Task requirements - The answer must consist of every line below that contains the word "data".

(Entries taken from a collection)
==================================================
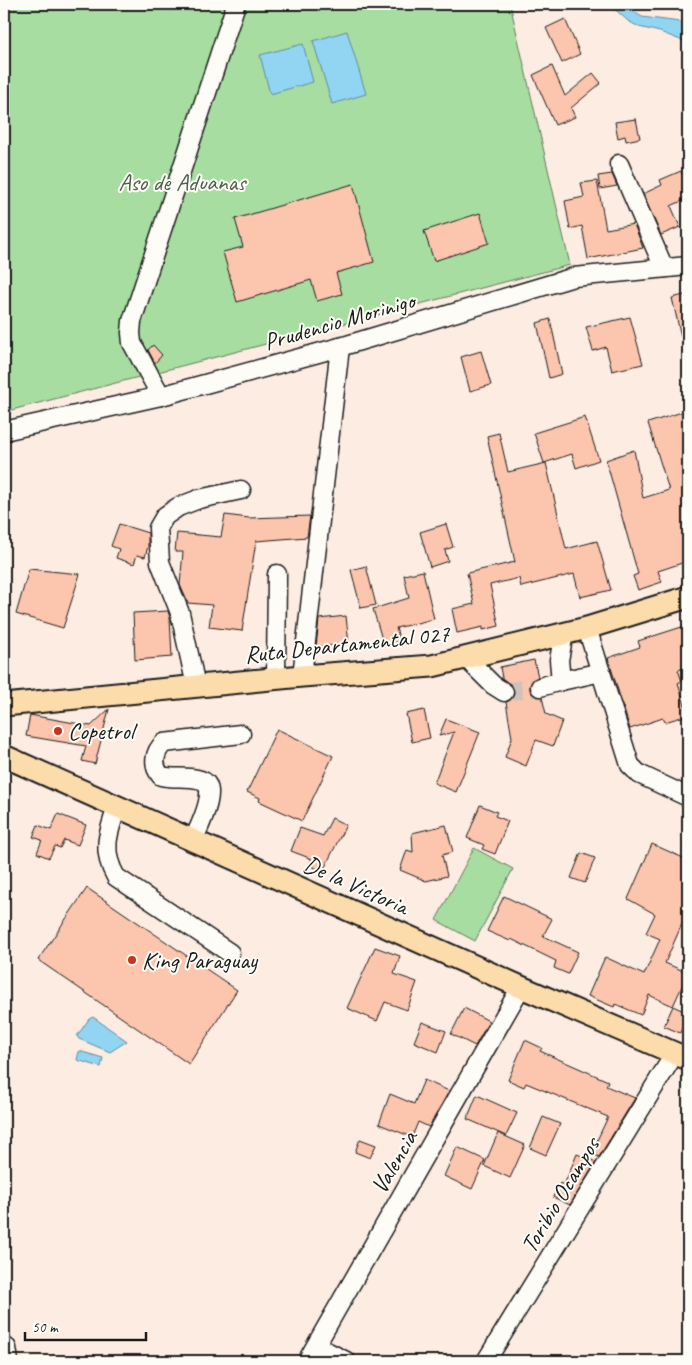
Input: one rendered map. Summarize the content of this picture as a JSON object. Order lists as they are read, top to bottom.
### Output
{
  "streets": {
    "main road": ["Ruta Departamental 027", "De la Victoria"],
    "street": ["Prudencio Morinigo", "Valencia", "Toribio Ocampos"]
  },
  "crossings": [
    ["De la Victoria", "Valencia"],
    ["De la Victoria", "Toribio Ocampos"]
  ],
  "parks": ["Aso de Aduanas"],
  "places": ["Copetrol", "King Paraguay"],
  "scale_bar": "50 m"
}
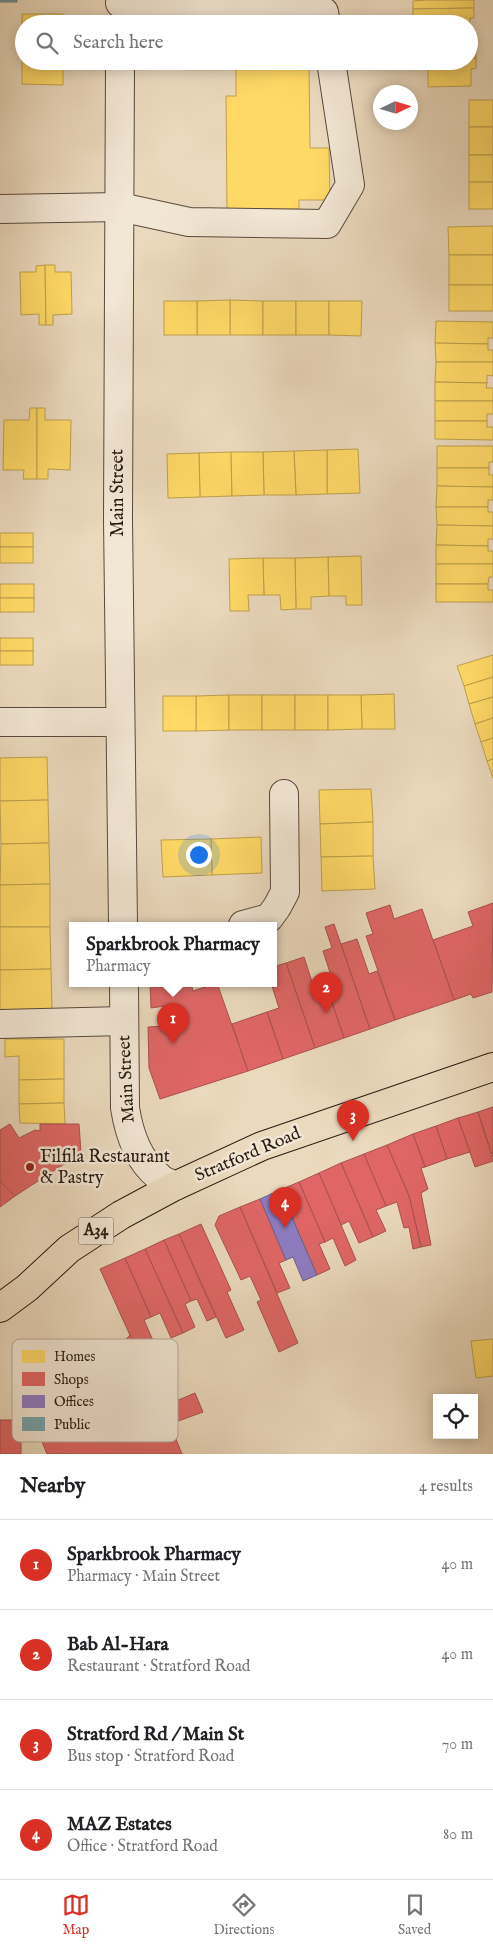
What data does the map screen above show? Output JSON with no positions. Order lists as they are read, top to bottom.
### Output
{
  "streets": {
    "highway": ["Stratford Road", "A34"],
    "street": ["Main Street"]
  },
  "crossings": [
    ["Main Street", "Stratford Road"]
  ],
  "places": ["Filfila Restaurant & Pastry"],
  "legend": [
    "Homes",
    "Shops",
    "Offices",
    "Public"
  ],
  "north": "right",
  "page": {
    "search": "Search here",
    "popup": ["Sparkbrook Pharmacy", "Pharmacy"],
    "pins": [
      "2",
      "1",
      "3",
      "4"
    ],
    "heading": ["Nearby", "4 results"],
    "list": [
      {
        "mark": "1",
        "name": "Sparkbrook Pharmacy",
        "note": "Pharmacy · Main Street",
        "value": "40 m"
      },
      {
        "mark": "2",
        "name": "Bab Al-Hara",
        "note": "Restaurant · Stratford Road",
        "value": "40 m"
      },
      {
        "mark": "3",
        "name": "Stratford Rd / Main St",
        "note": "Bus stop · Stratford Road",
        "value": "70 m"
      },
      {
        "mark": "4",
        "name": "MAZ Estates",
        "note": "Office · Stratford Road",
        "value": "80 m"
      }
    ],
    "nav": ["Map", "Directions", "Saved"]
  }
}
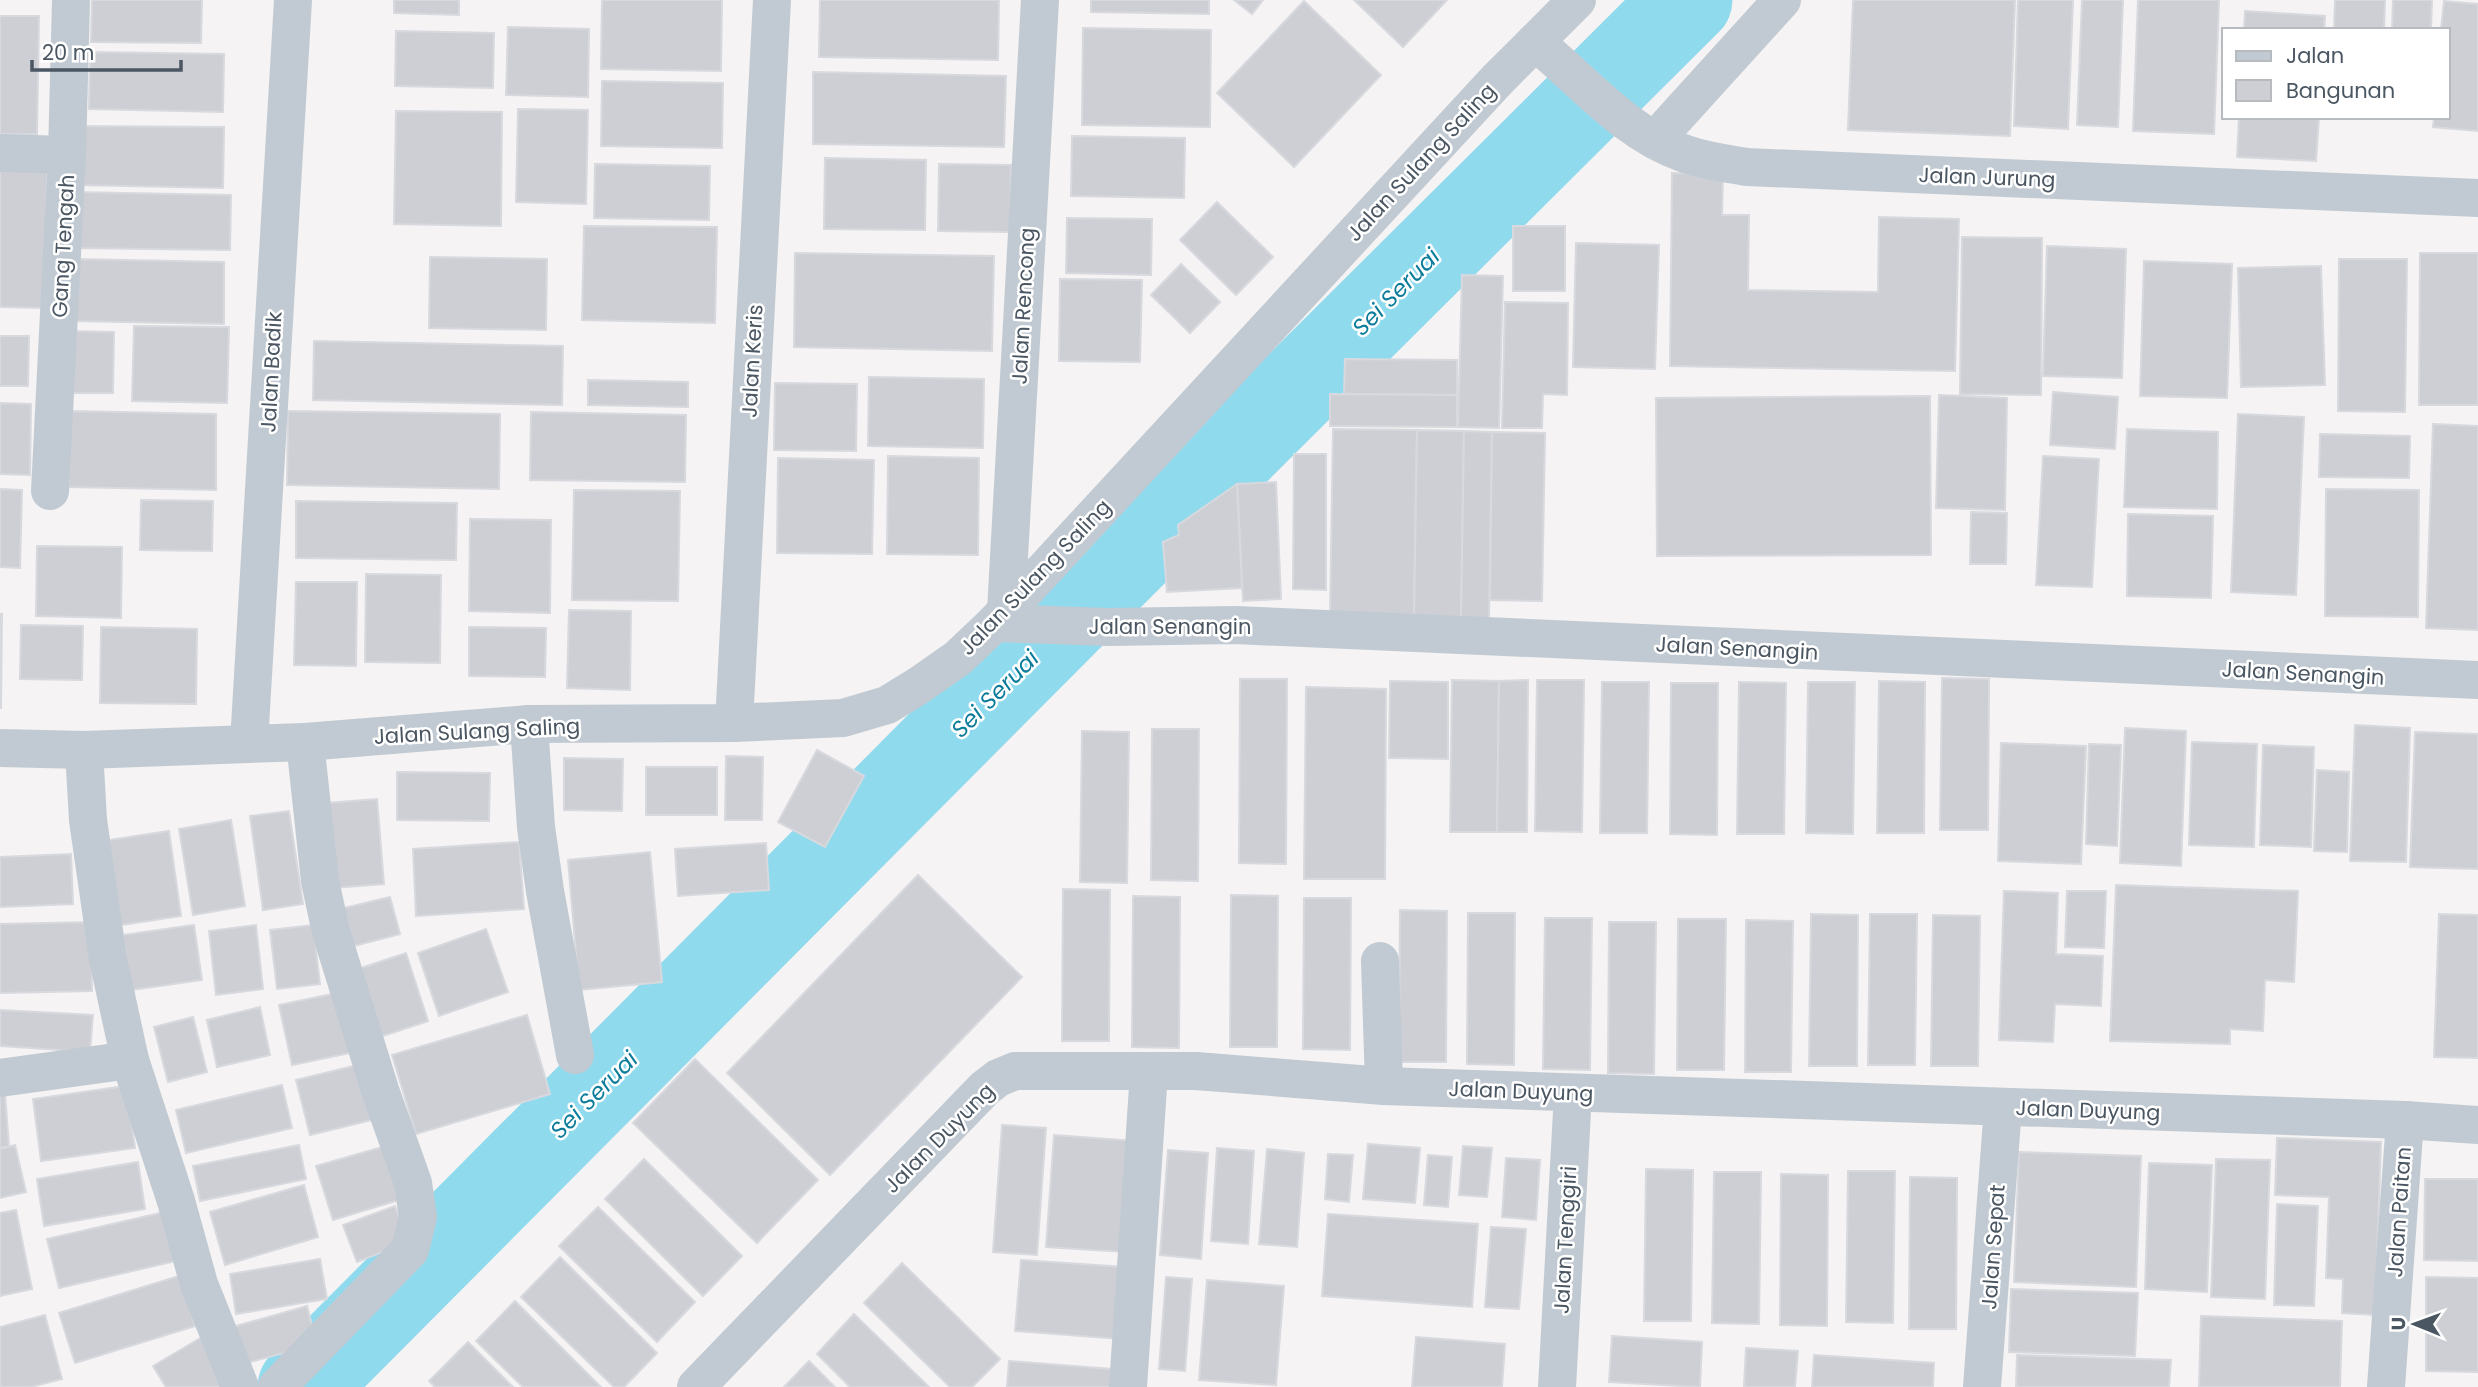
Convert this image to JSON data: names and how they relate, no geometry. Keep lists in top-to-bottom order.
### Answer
{
  "streets": {
    "street": [
      "Jalan Sulang Saling",
      "Jalan Jurung",
      "Gang Tengah",
      "Jalan Rencong",
      "Jalan Keris",
      "Jalan Badik",
      "Jalan Senangin",
      "Jalan Duyung",
      "Jalan Paitan",
      "Jalan Tenggiri",
      "Jalan Sepat"
    ]
  },
  "crossings": [
    ["Jalan Sulang Saling", "Jalan Jurung"],
    ["Jalan Sulang Saling", "Jalan Rencong"],
    ["Jalan Sulang Saling", "Jalan Keris"],
    ["Jalan Sulang Saling", "Jalan Badik"],
    ["Jalan Sulang Saling", "Jalan Senangin"],
    ["Jalan Rencong", "Jalan Senangin"],
    ["Jalan Duyung", "Jalan Paitan"],
    ["Jalan Duyung", "Jalan Tenggiri"],
    ["Jalan Duyung", "Jalan Sepat"]
  ],
  "water": ["Sei Seruai"],
  "legend": ["Jalan", "Bangunan"],
  "scale_bar": "20 m",
  "north": "left"
}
==================================================
Solution to the problem -
What data does the map screen above show? Output JSON with no positions. Order lists as they are read, top to bottom.
Convert this image to JSON data: names and how they relate, no geometry. Keep lists in top-to-bottom order.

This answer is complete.